Vodafone (VOD.L) is making progress towards resolving issues in its biggest market Germany after suffering a drop in service revenue there, its chief executive said on Monday.
The mobile phone and broadband group said it lost 79,000 TV and 64,000 broadband customers in the first quarter, resulting in a 0.5% decline in service revenue in the country after a new law ended automatic renewals and an IT system underperformed.
But it said customer losses were not as bad as in the previous quarter after it fixed IT problems, and churn related to the law that came into effect in December started to abate.
Chief Executive Nick Read said the British group had made good progress towards stabilising its German operation.
“We’re on track to resolve the issues in Germany by the end of the summer as planned, which will further support a gradual recovery in our commercial performance,” Read told reporters.
Vodafone’s service revenue growth accelerated slightly quarter-on-quarter to 2.5%, helped by Turkey, where high inflation is providing a boost, and Britain.
It said it was on track to hit its full-year targets.

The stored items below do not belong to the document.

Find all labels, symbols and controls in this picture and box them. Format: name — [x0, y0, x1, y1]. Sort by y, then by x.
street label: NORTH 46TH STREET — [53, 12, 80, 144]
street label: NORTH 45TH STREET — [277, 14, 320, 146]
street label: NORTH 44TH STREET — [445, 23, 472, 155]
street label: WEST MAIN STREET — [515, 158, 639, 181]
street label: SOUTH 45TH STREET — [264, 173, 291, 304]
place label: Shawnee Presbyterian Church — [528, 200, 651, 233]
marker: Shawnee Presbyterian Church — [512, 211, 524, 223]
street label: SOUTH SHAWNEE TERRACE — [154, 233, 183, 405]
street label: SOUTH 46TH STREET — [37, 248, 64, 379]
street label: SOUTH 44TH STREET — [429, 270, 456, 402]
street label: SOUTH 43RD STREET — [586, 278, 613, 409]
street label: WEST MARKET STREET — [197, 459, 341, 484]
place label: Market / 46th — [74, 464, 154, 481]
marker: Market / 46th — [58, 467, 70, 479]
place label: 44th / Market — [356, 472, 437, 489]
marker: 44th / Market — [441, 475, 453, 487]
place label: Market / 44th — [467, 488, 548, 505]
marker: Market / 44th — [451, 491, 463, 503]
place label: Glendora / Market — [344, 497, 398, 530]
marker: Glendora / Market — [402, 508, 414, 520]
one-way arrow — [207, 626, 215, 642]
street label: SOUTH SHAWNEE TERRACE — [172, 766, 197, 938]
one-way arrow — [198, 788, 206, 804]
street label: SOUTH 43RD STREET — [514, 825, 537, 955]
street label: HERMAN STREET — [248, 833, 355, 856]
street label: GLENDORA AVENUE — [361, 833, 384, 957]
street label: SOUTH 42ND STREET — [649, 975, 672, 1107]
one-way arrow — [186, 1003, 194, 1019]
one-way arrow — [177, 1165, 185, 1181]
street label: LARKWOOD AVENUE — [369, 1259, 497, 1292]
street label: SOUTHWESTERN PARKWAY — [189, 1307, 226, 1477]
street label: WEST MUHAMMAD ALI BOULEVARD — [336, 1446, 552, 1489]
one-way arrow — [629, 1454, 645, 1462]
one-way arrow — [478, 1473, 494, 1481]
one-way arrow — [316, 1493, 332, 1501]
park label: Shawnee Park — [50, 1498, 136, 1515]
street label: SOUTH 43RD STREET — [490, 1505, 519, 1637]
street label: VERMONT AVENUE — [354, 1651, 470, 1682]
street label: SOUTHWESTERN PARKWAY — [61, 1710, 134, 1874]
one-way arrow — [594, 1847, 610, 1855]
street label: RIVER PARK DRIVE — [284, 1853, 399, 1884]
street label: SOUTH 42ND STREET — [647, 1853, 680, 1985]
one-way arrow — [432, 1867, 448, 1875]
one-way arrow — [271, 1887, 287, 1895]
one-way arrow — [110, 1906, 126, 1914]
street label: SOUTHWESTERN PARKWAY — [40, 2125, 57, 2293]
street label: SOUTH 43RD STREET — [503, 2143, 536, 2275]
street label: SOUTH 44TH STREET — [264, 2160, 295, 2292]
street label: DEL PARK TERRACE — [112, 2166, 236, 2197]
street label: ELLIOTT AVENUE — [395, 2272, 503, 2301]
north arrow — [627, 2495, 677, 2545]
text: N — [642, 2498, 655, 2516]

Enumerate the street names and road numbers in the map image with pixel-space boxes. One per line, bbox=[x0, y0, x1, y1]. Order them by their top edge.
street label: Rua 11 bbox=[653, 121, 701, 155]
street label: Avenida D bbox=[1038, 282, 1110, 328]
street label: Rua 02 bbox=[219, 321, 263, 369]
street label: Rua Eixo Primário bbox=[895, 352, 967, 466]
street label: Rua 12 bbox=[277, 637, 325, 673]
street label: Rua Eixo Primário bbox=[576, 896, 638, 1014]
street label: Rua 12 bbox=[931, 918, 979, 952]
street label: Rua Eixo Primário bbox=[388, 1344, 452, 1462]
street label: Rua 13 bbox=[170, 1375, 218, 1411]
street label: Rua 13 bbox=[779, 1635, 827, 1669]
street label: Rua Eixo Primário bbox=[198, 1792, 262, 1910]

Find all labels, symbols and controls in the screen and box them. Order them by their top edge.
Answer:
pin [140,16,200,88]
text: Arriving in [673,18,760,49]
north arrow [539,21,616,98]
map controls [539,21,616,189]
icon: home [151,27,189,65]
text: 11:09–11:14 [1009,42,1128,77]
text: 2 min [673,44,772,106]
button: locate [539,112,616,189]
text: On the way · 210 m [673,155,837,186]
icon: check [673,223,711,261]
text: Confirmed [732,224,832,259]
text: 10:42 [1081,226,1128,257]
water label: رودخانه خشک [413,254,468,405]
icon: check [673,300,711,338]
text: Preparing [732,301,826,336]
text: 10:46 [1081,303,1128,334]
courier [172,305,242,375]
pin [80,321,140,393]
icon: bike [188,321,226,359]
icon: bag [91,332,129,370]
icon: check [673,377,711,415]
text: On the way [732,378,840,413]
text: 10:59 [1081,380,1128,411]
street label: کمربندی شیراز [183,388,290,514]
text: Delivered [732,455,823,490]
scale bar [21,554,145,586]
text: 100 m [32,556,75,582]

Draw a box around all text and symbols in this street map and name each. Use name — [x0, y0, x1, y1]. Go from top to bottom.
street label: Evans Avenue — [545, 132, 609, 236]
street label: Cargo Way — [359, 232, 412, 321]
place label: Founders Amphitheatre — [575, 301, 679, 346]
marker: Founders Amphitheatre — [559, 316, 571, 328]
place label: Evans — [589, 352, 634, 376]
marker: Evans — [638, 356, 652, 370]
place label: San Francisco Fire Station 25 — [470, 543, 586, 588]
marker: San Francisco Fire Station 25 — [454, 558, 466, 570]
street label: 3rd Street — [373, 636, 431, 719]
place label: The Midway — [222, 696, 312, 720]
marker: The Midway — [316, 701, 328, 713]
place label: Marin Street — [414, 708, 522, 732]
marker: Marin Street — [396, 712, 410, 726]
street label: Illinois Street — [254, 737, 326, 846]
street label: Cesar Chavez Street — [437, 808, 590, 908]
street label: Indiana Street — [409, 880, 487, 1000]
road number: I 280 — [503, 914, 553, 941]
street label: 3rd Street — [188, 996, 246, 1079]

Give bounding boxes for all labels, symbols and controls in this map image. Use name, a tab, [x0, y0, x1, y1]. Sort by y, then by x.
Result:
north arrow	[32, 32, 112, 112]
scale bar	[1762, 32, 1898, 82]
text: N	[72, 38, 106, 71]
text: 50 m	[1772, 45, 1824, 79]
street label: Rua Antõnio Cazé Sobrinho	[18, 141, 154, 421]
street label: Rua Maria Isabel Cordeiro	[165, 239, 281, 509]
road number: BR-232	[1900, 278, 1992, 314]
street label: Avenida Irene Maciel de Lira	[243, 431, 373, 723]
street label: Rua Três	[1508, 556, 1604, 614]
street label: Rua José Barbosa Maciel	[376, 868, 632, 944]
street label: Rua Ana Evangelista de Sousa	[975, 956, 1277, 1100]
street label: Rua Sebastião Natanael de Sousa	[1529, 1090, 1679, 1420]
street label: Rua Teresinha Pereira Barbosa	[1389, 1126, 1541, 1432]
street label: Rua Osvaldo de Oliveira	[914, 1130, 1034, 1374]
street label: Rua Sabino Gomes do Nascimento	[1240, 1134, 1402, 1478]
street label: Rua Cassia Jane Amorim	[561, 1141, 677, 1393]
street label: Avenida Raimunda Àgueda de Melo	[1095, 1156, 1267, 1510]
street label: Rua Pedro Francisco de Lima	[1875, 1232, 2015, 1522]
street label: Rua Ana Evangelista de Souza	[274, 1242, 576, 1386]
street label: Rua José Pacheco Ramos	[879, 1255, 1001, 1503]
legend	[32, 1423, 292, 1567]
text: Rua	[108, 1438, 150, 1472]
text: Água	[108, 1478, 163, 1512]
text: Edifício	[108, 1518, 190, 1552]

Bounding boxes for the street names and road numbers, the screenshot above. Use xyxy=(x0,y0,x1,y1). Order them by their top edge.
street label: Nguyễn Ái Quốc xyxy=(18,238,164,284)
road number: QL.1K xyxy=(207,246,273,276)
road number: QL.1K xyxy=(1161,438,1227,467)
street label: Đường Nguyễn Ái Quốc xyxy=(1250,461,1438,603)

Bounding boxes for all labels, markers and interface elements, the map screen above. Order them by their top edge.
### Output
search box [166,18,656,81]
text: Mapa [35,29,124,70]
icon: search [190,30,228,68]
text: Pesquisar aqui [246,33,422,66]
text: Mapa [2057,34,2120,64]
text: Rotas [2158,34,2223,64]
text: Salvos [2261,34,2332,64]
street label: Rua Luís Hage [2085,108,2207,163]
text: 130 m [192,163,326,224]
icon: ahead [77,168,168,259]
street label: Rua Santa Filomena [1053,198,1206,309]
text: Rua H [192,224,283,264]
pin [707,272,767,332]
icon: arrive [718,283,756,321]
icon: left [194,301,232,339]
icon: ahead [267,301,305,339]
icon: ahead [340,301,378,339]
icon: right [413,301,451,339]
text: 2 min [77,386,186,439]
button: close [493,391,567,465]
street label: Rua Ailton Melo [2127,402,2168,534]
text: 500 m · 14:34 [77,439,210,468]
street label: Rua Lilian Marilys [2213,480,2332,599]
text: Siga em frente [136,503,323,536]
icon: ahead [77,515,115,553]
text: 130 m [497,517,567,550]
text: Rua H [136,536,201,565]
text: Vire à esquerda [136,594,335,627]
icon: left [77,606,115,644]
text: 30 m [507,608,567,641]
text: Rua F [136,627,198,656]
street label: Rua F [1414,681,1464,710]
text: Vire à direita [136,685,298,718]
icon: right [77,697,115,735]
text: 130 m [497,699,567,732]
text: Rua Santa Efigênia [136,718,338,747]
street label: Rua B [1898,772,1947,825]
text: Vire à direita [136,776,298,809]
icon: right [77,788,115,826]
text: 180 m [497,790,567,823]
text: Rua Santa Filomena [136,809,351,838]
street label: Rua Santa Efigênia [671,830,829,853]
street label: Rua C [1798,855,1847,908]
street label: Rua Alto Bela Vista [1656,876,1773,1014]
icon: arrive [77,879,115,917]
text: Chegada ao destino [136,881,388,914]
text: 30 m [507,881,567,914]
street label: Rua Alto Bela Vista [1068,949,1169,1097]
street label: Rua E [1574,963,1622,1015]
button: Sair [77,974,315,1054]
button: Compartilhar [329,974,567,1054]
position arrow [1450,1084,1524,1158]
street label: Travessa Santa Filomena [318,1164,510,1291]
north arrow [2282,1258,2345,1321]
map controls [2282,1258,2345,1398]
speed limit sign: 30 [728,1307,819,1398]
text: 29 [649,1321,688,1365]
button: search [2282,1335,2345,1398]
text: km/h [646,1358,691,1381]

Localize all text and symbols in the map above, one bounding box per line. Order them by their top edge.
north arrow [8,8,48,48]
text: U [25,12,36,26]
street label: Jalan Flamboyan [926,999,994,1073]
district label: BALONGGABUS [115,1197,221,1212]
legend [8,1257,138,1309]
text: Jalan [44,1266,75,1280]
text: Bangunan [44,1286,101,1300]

Shares in Vodafone, which have risen 10% in the last 12 months, were flat at 129 pence.
Read said in November he was pursuing consolidation in Europe, as well as opportunities for its Vantage Towers business. Vodafone has not announced any big deals since.
Two of its three major rivals in Spain – Orange and MasMovil – signed a $19 billion merger in Spain on Saturday.
“We continue to actively pursue opportunities with Vantage Towers and to strengthen our market positions in Europe,” Read said. Market turbulence had added “a degree of complexity” to talks, he said, but a “lot was going on behind the scenes”.
“We are progressing across the four markets that we identified,” he said.
One is Britain, where Vodafone has been in talks with Hutchison’s Three network (0215.HK), according to reports. Read declined to comment on any potential deal but reiterated there was room for consolidation in Britain.